The US and Ukraine have countered, saying Moscow’s trumped-up claims were a sign that it could soon use such chemical weapons itself. Russian forces have been accused of using prohibited weapons in Syria.

Russia's UN ambassador Vasily Nebenzya told the council of a network of 30 US-funded laboratories across Ukraine developing deadly variants of the plague, anthrax, cholera, the flu and other diseases that could be spread by birds, bats, lice and fleas.

Advancing Russian forces had discovered documents left behind after a Ukrainian “clean-up” operation detailing the scheme that were now available on Russia’s Ministry of Defence website, he told diplomats in New York.

More details would be presented later at the UN, he said.

“We call upon you to think about a very real biological danger to the people in European countries which can result from an uncontrolled spread of biological agents from Ukraine, which, as we have seen with Covid-19, is impossible to stop,” said Mr Nebenzya.

US ambassador Linda Thomas-Greenfield panned Russia’s claims as “lying and spreading disinformation” and a “false flag operation” to justify Moscow’s deployment of tens of thousands of troops in Ukraine.

“Ukraine does not have a biological weapons programme,” said Ms Thomas-Greenfield.

“There are no Ukrainian biological weapons laboratories supported by the United States, not near Russia's border or anywhere.”

Britain’s UN ambassador Barbara Woodward said Moscow had “sunk to new depths” while France’s UN ambassador Nicolas de Riviere told reporters outside the chamber the claims were “fake news” a “bunch of lies” and a “smokescreen”.

Ukrainian President Volodymyr Zelenskyy in his nightly address to the nation on Thursday denied developing any “weapon of mass destruction” on Ukrainian soil and said Moscow’s claim was a worrying portent.

“If you want to know Russia’s plans, they are what Russia accuses others of,” he said.

The 15-nation body met at the request of Russia to discuss the alleged development of biological weapons in Ukraine, and was briefed by UN disarmament chief Izumi Nakamitsu and UN political chief Rosemary DiCarlo.

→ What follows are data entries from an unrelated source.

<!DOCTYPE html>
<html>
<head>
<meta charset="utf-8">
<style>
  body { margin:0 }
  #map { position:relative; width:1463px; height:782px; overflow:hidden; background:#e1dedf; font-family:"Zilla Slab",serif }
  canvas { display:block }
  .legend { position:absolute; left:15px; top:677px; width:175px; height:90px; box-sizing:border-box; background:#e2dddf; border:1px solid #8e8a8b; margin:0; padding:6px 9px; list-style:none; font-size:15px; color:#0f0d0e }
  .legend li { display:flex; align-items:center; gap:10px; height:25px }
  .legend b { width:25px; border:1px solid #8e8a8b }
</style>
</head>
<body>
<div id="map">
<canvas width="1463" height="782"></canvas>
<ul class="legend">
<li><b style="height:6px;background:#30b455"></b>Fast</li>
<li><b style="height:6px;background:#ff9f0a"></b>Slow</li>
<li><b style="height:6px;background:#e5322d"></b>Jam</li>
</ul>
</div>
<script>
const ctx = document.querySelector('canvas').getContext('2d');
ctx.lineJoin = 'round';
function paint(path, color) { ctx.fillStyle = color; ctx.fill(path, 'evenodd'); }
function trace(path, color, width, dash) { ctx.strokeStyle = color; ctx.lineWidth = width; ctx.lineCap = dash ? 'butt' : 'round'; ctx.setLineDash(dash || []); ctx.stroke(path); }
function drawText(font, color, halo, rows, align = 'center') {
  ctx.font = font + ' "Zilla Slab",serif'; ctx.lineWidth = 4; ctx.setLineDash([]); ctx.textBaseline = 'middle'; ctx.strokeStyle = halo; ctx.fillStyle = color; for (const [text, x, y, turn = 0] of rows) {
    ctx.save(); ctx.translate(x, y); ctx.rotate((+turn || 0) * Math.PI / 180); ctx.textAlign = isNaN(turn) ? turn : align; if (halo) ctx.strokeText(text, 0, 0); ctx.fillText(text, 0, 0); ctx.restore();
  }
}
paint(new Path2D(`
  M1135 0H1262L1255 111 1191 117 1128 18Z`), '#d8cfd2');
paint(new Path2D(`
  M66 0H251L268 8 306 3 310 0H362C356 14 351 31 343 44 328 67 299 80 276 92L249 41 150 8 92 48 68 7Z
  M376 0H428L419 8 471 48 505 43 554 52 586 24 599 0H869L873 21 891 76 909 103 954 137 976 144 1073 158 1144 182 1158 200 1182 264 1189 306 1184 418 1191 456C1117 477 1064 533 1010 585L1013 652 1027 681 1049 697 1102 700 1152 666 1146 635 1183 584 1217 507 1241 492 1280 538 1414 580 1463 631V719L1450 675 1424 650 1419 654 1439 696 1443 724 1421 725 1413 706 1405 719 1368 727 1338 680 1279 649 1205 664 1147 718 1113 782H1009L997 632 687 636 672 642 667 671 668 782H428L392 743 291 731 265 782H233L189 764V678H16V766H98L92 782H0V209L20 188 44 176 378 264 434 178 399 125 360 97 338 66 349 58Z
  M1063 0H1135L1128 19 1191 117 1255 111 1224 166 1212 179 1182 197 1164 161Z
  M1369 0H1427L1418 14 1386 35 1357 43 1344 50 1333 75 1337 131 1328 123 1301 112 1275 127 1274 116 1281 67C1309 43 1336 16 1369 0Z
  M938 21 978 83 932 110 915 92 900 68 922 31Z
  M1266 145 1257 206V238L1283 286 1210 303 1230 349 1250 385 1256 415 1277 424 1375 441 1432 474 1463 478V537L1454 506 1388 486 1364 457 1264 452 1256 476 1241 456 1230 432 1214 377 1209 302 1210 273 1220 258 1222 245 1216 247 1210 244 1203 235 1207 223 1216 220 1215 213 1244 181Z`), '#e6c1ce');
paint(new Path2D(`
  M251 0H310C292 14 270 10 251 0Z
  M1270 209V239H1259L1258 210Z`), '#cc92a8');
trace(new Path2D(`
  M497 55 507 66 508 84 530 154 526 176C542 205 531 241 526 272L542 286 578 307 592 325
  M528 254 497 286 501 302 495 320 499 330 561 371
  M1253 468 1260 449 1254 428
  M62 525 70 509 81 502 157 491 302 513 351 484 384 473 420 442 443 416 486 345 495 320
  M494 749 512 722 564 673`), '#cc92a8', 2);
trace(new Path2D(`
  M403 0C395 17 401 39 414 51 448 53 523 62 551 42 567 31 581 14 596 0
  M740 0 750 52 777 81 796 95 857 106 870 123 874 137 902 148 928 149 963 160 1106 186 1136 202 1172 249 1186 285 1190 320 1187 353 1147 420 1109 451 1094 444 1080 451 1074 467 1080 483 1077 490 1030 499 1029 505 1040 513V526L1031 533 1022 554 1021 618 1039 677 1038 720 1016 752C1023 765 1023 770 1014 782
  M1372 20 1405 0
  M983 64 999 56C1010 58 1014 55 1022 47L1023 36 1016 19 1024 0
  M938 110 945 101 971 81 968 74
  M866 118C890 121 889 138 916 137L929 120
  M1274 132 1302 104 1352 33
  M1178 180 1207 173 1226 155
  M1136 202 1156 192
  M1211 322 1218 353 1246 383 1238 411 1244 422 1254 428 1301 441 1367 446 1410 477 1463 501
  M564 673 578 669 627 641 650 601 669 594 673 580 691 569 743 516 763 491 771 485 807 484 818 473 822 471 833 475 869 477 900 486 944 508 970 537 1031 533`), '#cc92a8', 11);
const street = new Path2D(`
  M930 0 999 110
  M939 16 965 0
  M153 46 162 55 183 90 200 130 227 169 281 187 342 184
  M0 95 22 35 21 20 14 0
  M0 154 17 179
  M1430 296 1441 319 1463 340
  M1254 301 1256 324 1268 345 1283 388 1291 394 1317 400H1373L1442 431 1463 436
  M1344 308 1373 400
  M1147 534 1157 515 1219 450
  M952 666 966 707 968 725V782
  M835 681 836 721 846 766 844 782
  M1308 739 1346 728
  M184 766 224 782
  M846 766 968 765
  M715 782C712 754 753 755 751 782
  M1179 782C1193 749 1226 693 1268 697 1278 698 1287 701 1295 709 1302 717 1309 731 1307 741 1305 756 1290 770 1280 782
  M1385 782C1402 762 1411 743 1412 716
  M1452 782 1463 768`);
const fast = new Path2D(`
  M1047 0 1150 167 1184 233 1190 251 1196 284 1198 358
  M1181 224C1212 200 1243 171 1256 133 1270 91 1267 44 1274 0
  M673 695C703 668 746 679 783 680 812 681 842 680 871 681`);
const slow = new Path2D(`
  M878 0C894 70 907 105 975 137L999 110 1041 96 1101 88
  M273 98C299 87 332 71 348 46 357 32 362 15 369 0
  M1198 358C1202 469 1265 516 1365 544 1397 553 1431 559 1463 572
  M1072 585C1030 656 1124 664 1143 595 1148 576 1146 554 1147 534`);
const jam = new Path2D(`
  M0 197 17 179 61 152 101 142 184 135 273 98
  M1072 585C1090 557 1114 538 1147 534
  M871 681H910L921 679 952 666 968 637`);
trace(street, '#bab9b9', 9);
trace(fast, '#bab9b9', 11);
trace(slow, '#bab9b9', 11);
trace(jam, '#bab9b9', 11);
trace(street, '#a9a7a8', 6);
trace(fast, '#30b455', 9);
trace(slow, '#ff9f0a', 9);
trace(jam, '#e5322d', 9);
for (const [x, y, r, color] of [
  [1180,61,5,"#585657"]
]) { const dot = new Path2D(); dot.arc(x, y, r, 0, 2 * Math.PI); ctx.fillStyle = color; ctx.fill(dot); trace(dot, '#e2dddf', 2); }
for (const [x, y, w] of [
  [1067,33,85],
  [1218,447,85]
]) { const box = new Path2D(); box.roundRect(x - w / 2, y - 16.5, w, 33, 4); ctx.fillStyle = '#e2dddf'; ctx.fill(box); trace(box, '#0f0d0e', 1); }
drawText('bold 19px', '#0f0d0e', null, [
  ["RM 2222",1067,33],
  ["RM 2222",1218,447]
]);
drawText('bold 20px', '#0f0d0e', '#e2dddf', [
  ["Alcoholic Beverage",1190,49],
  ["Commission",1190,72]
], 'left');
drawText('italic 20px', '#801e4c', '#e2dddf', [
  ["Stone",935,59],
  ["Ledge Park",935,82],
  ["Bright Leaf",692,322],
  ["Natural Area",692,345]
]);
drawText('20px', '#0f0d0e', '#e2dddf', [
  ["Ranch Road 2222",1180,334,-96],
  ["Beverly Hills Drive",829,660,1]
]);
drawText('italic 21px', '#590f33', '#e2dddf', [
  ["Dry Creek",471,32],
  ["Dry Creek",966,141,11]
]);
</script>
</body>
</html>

Ms Nakamitsu said she was “not aware of any biological weapons programmes” in Ukraine.

Ms DiCarlo made no mention of Moscow’s claims of biological labs, instead raising “credible reports” of Russian forces using banned cluster munitions in populated areas and the deaths of at least 564 civilians.

The shelling of residential areas of Mariupol, Kharkiv, Sumy and Chernihiv was “particularly alarming”, said Ms DiCarlo.

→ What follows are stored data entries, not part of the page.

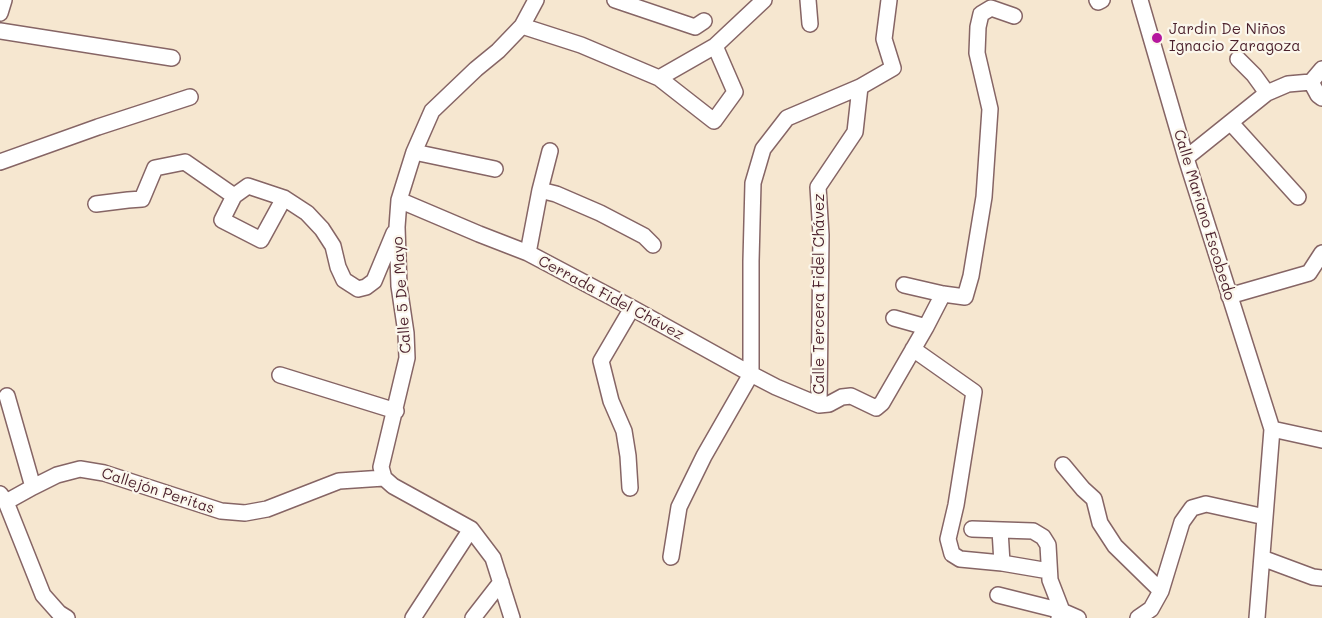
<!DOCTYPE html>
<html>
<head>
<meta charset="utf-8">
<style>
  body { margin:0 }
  canvas { display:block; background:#f6e7d0 }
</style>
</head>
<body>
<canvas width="1322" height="618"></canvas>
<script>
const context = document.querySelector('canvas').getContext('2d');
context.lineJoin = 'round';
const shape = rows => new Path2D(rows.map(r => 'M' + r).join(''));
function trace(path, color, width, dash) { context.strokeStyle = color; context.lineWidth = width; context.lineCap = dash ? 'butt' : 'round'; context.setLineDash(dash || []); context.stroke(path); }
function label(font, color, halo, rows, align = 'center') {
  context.font = font + ' Mali,sans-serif'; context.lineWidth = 4.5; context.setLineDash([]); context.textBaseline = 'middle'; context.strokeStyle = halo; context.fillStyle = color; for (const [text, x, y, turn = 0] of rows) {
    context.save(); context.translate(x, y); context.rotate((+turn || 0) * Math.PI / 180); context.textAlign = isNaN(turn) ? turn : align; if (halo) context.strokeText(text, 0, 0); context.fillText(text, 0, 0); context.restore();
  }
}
const minor = shape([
  [615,0,695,27,704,21],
  [808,0,810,24],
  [1097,0,1098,2,1102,0],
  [1140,0,1186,158,1272,429,1257,618],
  [0,13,4,0],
  [522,26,581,45,659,78,714,121,735,92,715,46],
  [0,31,172,58],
  [1238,59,1254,75,1267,93],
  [659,78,715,46,764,0],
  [1311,82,1318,95,1322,98],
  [1231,123,1298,197],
  [414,152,495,169],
  [1186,158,1267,93,1288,84,1311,82,1322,69],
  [0,162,98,127,190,97],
  [540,190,556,194,600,213,644,236,653,245],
  [284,198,261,240,222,220,234,196,248,186,284,198,307,213,322,229,333,246,338,267,344,280,358,289,366,287,374,281,394,233],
  [399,200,479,234,528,253,632,308,751,374,776,387,819,405,829,404,842,397,851,396,876,408,882,403,926,327,943,294],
  [96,204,128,200,142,199,155,168,185,162,234,196],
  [528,253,540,190,550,151],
  [904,285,943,294,965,297,971,276,984,197,990,109,977,53,978,27,981,14,991,8,1014,16],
  [1229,296,1309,273,1322,253],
  [894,318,926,327],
  [913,349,974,392,956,505,948,539,952,554,960,559,1002,563,1049,571],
  [280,375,396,411],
  [7,396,33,487],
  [819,405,821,235,818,187,855,132,860,87],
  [1272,429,1322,440],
  [1063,465,1083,489,1094,499,1100,523,1115,546,1161,591],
  [630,488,628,456,624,431,611,401,601,361,632,308],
  [0,494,6,502,43,595,59,613,67,618],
  [6,502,33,487,57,475,80,469,104,473,221,511,245,513,267,509,339,481,384,478],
  [972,529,1033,531,1043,537,1048,545,1050,580,1062,611,1059,618],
  [1000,530,1002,563],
  [671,557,679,507,704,456,751,374,751,261,753,183,763,149,787,118,860,87,893,68,884,39,889,0],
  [1262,558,1313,577,1322,578],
  [998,595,1062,611,1078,618],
  [413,618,471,529],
  [473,618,501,582],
  [512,618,493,558,471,529,393,486,384,478,381,467,407,358,406,333,399,286,397,227,399,200,414,152,432,111,476,69,498,51,522,26,536,0],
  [1138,618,1151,609,1161,591,1182,522,1192,508,1206,504,1265,517]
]);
const markers = [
  [1157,38,6,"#b5179e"]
];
const poiNames = [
  ["Jardin De Niños",1169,29],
  ["Ignacio Zaragoza",1169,46]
];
const streetNames = [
  ["Calle Mariano Escobedo",1204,215,73],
  ["Calle Tercera Fidel Chávez",819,294,-90],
  ["Calle 5 De Mayo",402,295,-94],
  ["Cerrada Fidel Chávez",611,298,28],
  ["Callejón Peritas",158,491,18]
];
trace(minor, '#866565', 18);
trace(minor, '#fff', 15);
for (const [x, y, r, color] of markers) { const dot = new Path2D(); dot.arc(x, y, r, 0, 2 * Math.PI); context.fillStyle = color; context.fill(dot); trace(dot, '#fbf7ec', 2); }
label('15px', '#4a1f2b', '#fbf7ec', poiNames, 'left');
label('15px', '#4a1f2b', '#fbf7ec', streetNames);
</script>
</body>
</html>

“The utter devastation being visited on these cities is horrific,” she added.

Moscow in 2018 accused Washington of secretly carrying out biological weapons tests in a laboratory in Georgia, another former Soviet republic that, like Ukraine, seeks to join Nato and the EU.

Council members met against a backdrop of violence in Ukraine, with the cities of Lutsk, Ivano-Frankivsk, Dnipro being struck in a widening of Russia’s offensive in the country, which began on February 24.

The UN agency for refugees on Friday said 2.5 million people have fled Ukraine, about two million have been displaced within its borders and another 12.65 million were “directly affected” by the spiralling conflict.

Aid workers were struggling to assist the besieged residents of the frontline cities of Mariupol and Kharkiv, where everything from food to water, medicine, blankets, fuel and generators were “urgently needed”, said the agency.